Skipping the REGEXEXTRACT for now, A2:A&"_" appends an underscore to every entry in A2:A. This allows entries in A2:A that are just a dollar amount (e.g., from the post, $116,878) to have a consistent symbol following them if not already there. (And adding the underscore to anything that already has an underscore won't matter, because we won't be extracting that far out.)
Now that we've got the new strings, we SUBSTITUTE every comma for a null (i.e., delete all commas).
Finally, REGEXEXTRACT will take all of the virtually modified strings and extract \d+, which means only digits (\d) in an unbroken sequence of any length greater than 0 (+).
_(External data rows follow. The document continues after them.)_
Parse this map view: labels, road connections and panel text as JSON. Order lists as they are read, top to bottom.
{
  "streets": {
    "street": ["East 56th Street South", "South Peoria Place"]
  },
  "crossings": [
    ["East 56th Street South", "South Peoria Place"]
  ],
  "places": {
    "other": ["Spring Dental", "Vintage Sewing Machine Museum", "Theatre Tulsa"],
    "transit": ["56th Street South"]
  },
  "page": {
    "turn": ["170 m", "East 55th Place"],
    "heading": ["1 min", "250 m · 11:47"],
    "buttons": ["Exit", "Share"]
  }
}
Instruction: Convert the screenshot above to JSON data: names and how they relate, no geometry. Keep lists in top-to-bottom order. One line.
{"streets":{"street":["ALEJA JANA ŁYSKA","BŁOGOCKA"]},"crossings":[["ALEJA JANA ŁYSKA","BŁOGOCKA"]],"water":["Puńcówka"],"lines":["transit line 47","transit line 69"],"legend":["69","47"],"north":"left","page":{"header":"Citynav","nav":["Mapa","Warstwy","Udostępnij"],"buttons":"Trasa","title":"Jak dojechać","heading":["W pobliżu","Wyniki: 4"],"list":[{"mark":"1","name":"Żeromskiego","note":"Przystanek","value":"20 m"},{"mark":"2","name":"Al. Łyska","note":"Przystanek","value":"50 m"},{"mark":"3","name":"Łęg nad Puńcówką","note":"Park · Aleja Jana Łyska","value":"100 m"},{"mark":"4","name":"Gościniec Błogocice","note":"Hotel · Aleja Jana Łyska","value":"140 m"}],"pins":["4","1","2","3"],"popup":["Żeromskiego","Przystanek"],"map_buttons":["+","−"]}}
Note that REGEXEXTRACT will only return the first such match it encounters as written, so 000 will not be extracted.
An IFERROR wrap is placed around the REGEXEXTRACT, just in case you have any situations in real life that don't have any sequence of numbers at all. In these cases, nothing will be returned (whereas, without the IFERROR, an error would have been returned).
Once the extraction is done, you can apply Format > Number > Currency (rounded) to the entire column.
Addendum:
After an additional comment (below), it appears that the raw data is in Column T, that all five entries are in one cell and that the OP would like all five amounts extracted across each row. That being the case, assuming that Columns U:Y are empty to start, place the following in cell U1 (not U2):
=ArrayFormula({"Va11","Val2","Val3","Val4","Val5";IF(T2:T="",,IFERROR(REGEXEXTRACT(SUBSTITUTE(T2:T&"_",",",""),REPT("\$(\d+)[^\$]*",5))))})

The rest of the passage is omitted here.